Don't get caught in crook's 'phishing' net
By 1st Lt. Daniel Vaillant, 81st Training Wing Staff Judge Advocate Office
/ Published August 20, 2004
KEESLER AIR FORCE BASE, Miss. (AFPN) -- Fishing is an activity enjoyed by many people, but “phishing” is angling of another sort.
“Phishing” is an Internet e-mail scam that tricks individuals into revealing personal information, including Social Security numbers, bank account numbers and passwords.
Typically, the e-mails involve Web sites with familiar logos and companies, like Citibank or PayPal. The Web sites are replicas, and once Internet users enter, they are often urged to “confirm” information that was supposedly lost or misplaced. After users provide the information, their identity is compromised and money starts disappearing.
To protect themselves, Internet users need to first recognize the e-mail as a scam. There are several indicators:
-- The e-mail asks for personal information. Legitimate businesses do not request such information through e-mails. Banks and credit card companies do not need people to provide that information; they already have it.
-- The e-mail does not address the recipient by name.
-- The e-mail does not reference a partial account number.

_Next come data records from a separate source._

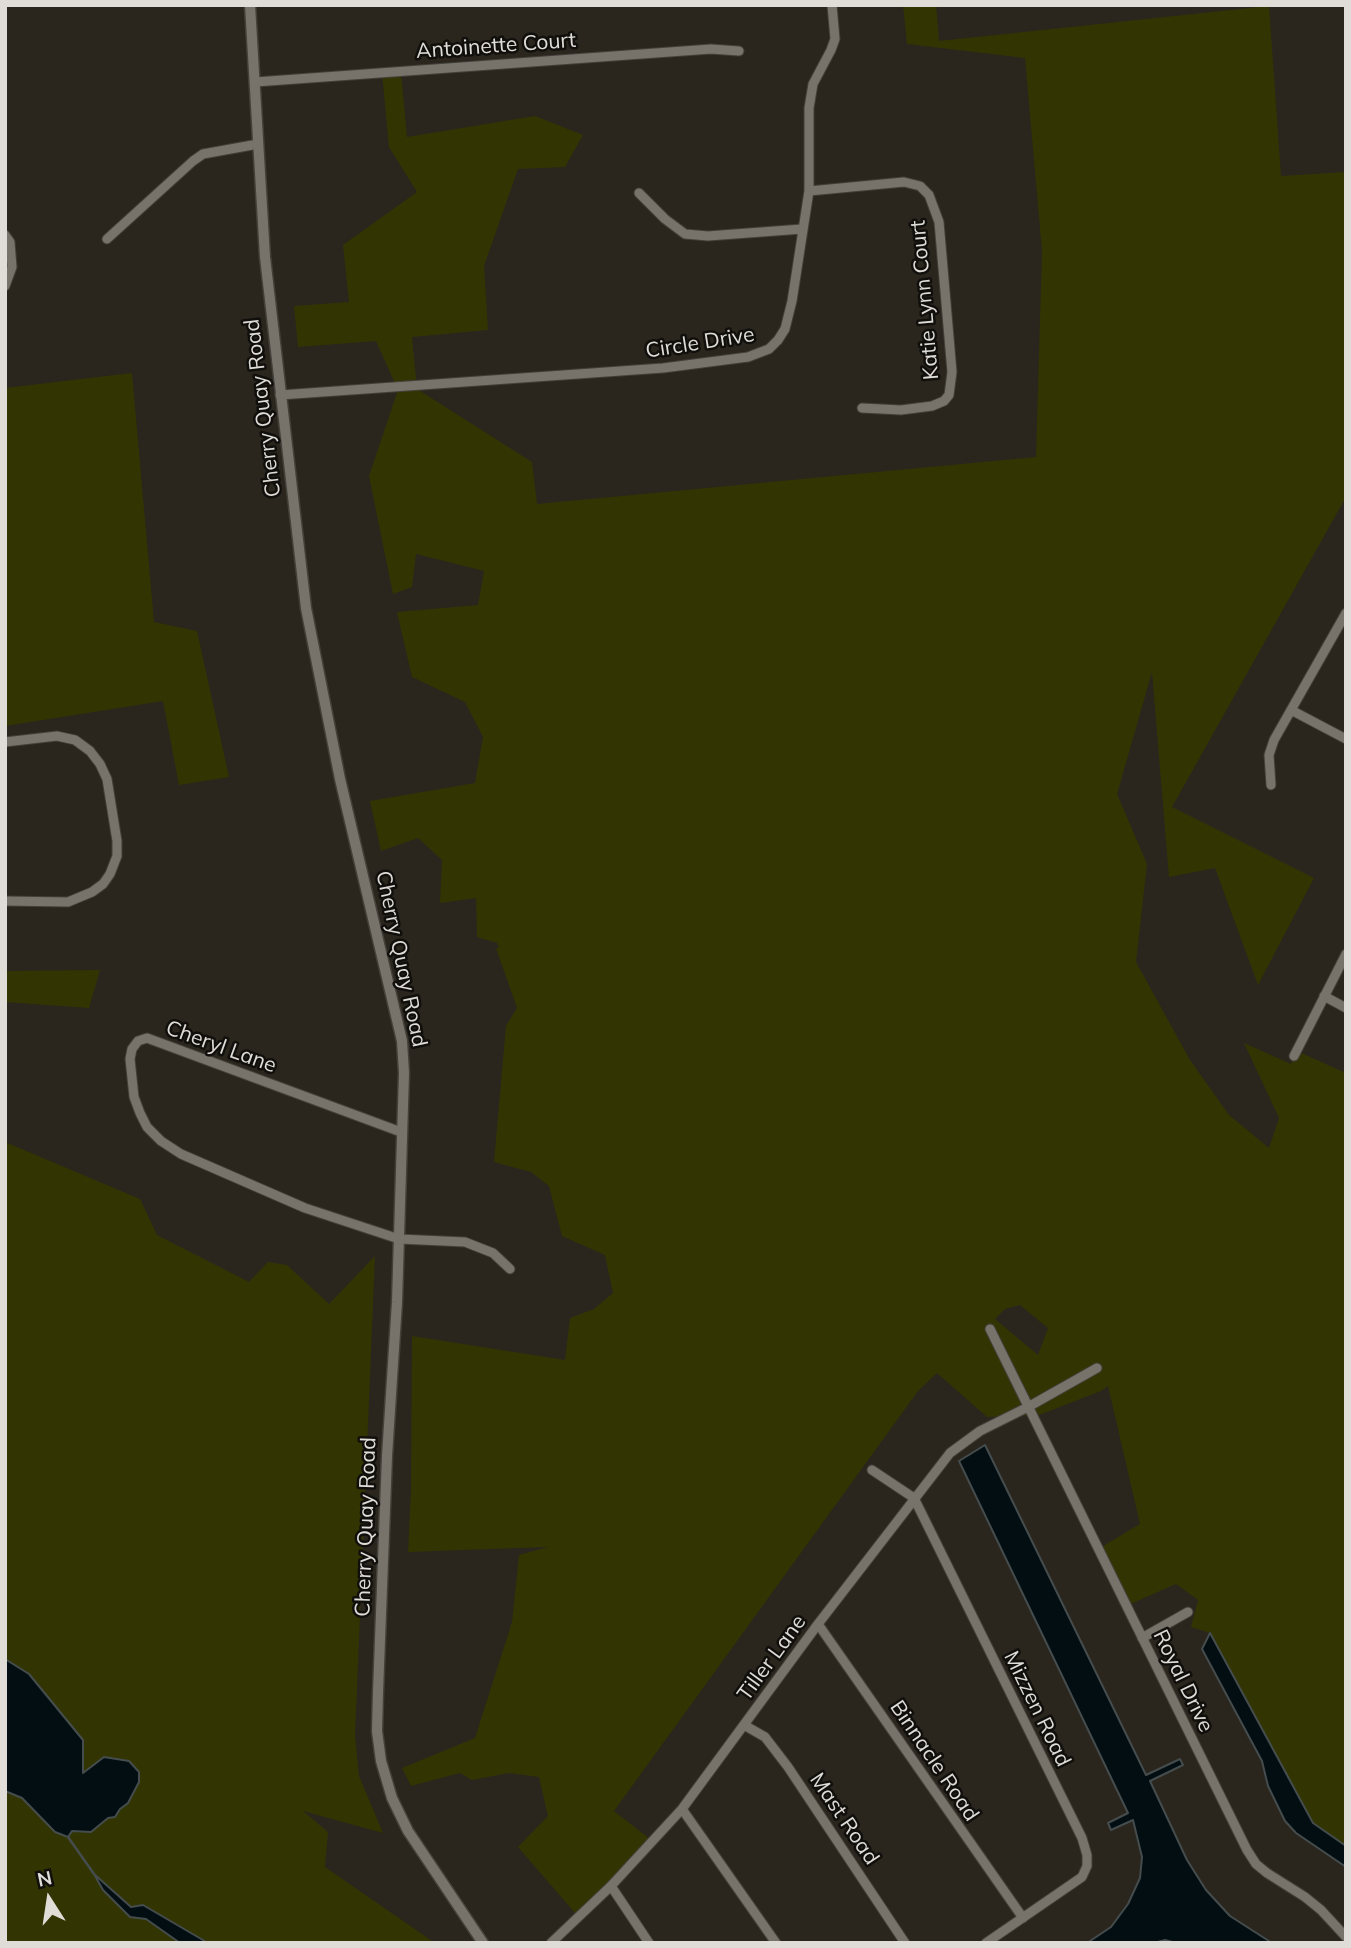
<!DOCTYPE html>
<html>
<head>
<meta charset="utf-8">
<style>
  body { margin:0 }
  #map { position:relative; width:1351px; height:1948px; overflow:hidden; background:#2a261e; font-family:Mulish,sans-serif }
  canvas { display:block }
  .frame { position:absolute; inset:0; border:7px solid #e0ddd8; pointer-events:none }
  .north { position:absolute; left:14px; top:1864px; width:70px; height:70px; -webkit-text-stroke:5px #110f0c; paint-order:stroke; rotate:348deg; font-size:19px; font-weight:700; line-height:28px; text-align:center; color:#e0ddd8 }
  .north::after { content:''; display:block; margin:auto; width:24px; height:32px; background:#e0ddd8; clip-path:polygon(50% 0,100% 100%,50% 72%,0 100%) }
</style>
</head>
<body>
<div id="map">
<canvas width="1351" height="1948"></canvas>
<div class="frame"></div>
<div class="north">N</div>
</div>
<script>
const g = document.querySelector('canvas').getContext('2d');
g.lineJoin = 'round';
function paint(path, color) { g.fillStyle = color; g.fill(path, 'evenodd'); }
const poly = rows => new Path2D(rows.map(r => 'M' + r).join(''));
function strokePath(path, color, width, dash) { g.strokeStyle = color; g.lineWidth = width; g.lineCap = dash ? 'butt' : 'round'; g.setLineDash(dash || []); g.stroke(path); }
function label(font, color, halo, rows, align = 'center') {
  g.font = font + ' Mulish,sans-serif'; g.lineWidth = 5; g.setLineDash([]); g.textBaseline = 'middle'; g.strokeStyle = halo; g.fillStyle = color; for (const [text, x, y, turn = 0] of rows) {
    g.save(); g.translate(x, y); g.rotate((+turn || 0) * Math.PI / 180); g.textAlign = isNaN(turn) ? turn : align; if (halo) g.strokeText(text, 0, 0); g.fillText(text, 0, 0); g.restore();
  }
}
const green = poly([
  [903,5,936,5,939,41,1269,6,1281,176,1346,172,1346,497,1172,807,1314,878,1258,985,1215,868,1169,877,1152,672,1117,794,1147,864,1136,962,1190,1060,1229,1115,1269,1148,1279,1118,1244,1043,1291,1064,1294,1056,1299,1052,1346,1073,1346,1846,1313,1823,1210,1633,1191,1627,1198,1600,1176,1584,1126,1606,1098,1549,1140,1524,1108,1386,1101,1391,1039,1415,987,1417,937,1373,918,1391,614,1811,655,1843,581,1920,518,1847,548,1816,539,1777,509,1773,472,1780,460,1773,411,1786,402,1768,475,1738,512,1622,519,1555,548,1547,408,1552,411,1490,412,1336,565,1360,570,1318,594,1309,613,1293,605,1255,562,1236,549,1186,531,1172,494,1162,506,1026,517,1008,496,948,499,948,497,943,477,937,476,898,440,903,442,860,418,838,381,851,370,801,475,783,483,737,465,702,412,677,397,612,478,605,484,571,416,554,412,587,393,594,369,476,398,390,376,341,298,347,294,306,349,302,343,245,417,192,389,147,382,72,401,72,407,137,535,116,583,135,565,167,518,169,484,266,488,330,412,337,417,389,532,462,537,504,1036,457,1042,251,1025,58,907,44],
  [1020,1305,1048,1328,1038,1355,995,1319,1005,1309],
  [132,373,154,622,197,631,229,777,179,785,163,701,5,726,5,388],
  [100,970,89,1008,5,1002,5,971],
  [5,1142,140,1199,157,1235,249,1282,268,1262,287,1265,329,1304,375,1256,355,1736,359,1776,383,1833,303,1811,328,1832,325,1867,435,1943,208,1943,143,1905,131,1907,103,1890,180,1943,5,1943,5,1791,22,1798,55,1832,91,1832,108,1818,115,1817,120,1809,128,1803,139,1782,83,1774,29,1674,5,1659]
]);
const water = poly([
  [985,1445,1146,1775,1180,1759,1183,1765,1150,1781,1187,1860,1206,1890,1230,1916,1272,1943,1176,1943,1165,1940,1154,1943,1087,1943,1111,1927,1128,1904,1140,1878,1142,1857,1133,1820,1111,1830,1108,1823,1128,1813,959,1461,985,1445],
  [1210,1633,1313,1823,1346,1846,1346,1867,1296,1833,1285,1821,1268,1786,1262,1761,1202,1649,1210,1633],
  [5,1659,29,1674,83,1740,83,1773,104,1757,129,1761,139,1772,139,1782,128,1803,120,1809,115,1817,108,1818,91,1832,72,1831,68,1837,55,1832,22,1798,5,1791,5,1659],
  [94,1874,131,1907,143,1905,208,1943,180,1943,146,1919,130,1917,103,1890,94,1874]
]);
const stream = poly([
  [68,1837,94,1874]
]);
const minor = poly([
  [255,82,711,49,739,51],
  [809,191,904,182,920,186,929,195,939,222,952,372,949,395,944,401,932,406,901,410,862,408],
  [639,193,665,219,685,234,708,236,802,229],
  [5,235,10,242,12,267,5,286],
  [107,239,193,161,203,154,258,144],
  [280,395,663,368,748,357,769,349,778,340,785,329,792,301,809,191,809,108,813,84,831,50,835,39,832,5],
  [1291,710,1346,739],
  [5,742,57,736,75,740,90,751,100,764,107,779,117,841,117,856,110,874,103,884,92,892,68,902,5,901],
  [1271,785,1269,755,1274,740,1346,613],
  [1324,996,1346,1008],
  [1294,1056,1346,954],
  [401,1132,147,1038,138,1041,132,1049,130,1059,134,1097,140,1113,147,1127,161,1141,181,1154,305,1208,399,1239,465,1242,493,1253,510,1269],
  [990,1329,1247,1850,1256,1864,1267,1873,1305,1897,1321,1910,1346,1937],
  [872,1470,914,1498,1082,1838,1087,1855,1087,1866,1082,1877,986,1943],
  [818,1624,1023,1918],
  [1142,1638,1188,1612],
  [744,1725,765,1737,788,1767,905,1943],
  [682,1809,776,1943],
  [611,1886,649,1943],
  [551,1943,611,1886,682,1809,818,1624,950,1453,980,1431,1028,1407,1097,1368]
]);
const tertiary = poly([
  [250,5,265,257,306,608,340,779,402,1041,404,1073,397,1302,387,1456,378,1692,377,1731,381,1761,392,1798,408,1831,483,1943]
]);
const streetNames = [
  ["Antoinette Court",496,46,-4],
  ["Katie Lynn Court",925,300,-95],
  ["Circle Drive",700,343,-9],
  ["Cherry Quay Road",263,408,-97],
  ["Cherry Quay Road",401,959,78],
  ["Cheryl Lane",221,1047,20],
  ["Cherry Quay Road",366,1527,-88],
  ["Tiller Lane",772,1658,-54],
  ["Royal Drive",1183,1681,64],
  ["Mizzen Road",1037,1709,64],
  ["Binnacle Road",934,1761,56],
  ["Mast Road",844,1819,56]
];
paint(green, '#323502');
paint(water, '#020e12');
strokePath(water, '#454c4d', 2);
strokePath(stream, '#454c4d', 2.5);
strokePath(minor, '#43403a', 11);
strokePath(tertiary, '#43403a', 13);
strokePath(minor, '#77736a', 9);
strokePath(tertiary, '#77736a', 10);
label('21px', '#e0ddd8', '#110f0c', streetNames);
</script>
</body>
</html>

-- The e-mail warns that accounts will be closed unless the user reconfirms his or her information immediately.
-- The e-mail warns the user he or she has been the victim of fraud.
-- The e-mail contains spelling or grammatical errors.
Other ways to protect personal information include:
-- Contacting the business and verifying the message is genuine.
-- Adopting a general rule not to send personal information over the Internet unless the user made contact first.
-- Contacting legitimate businesses that are being victimized to put them on alert.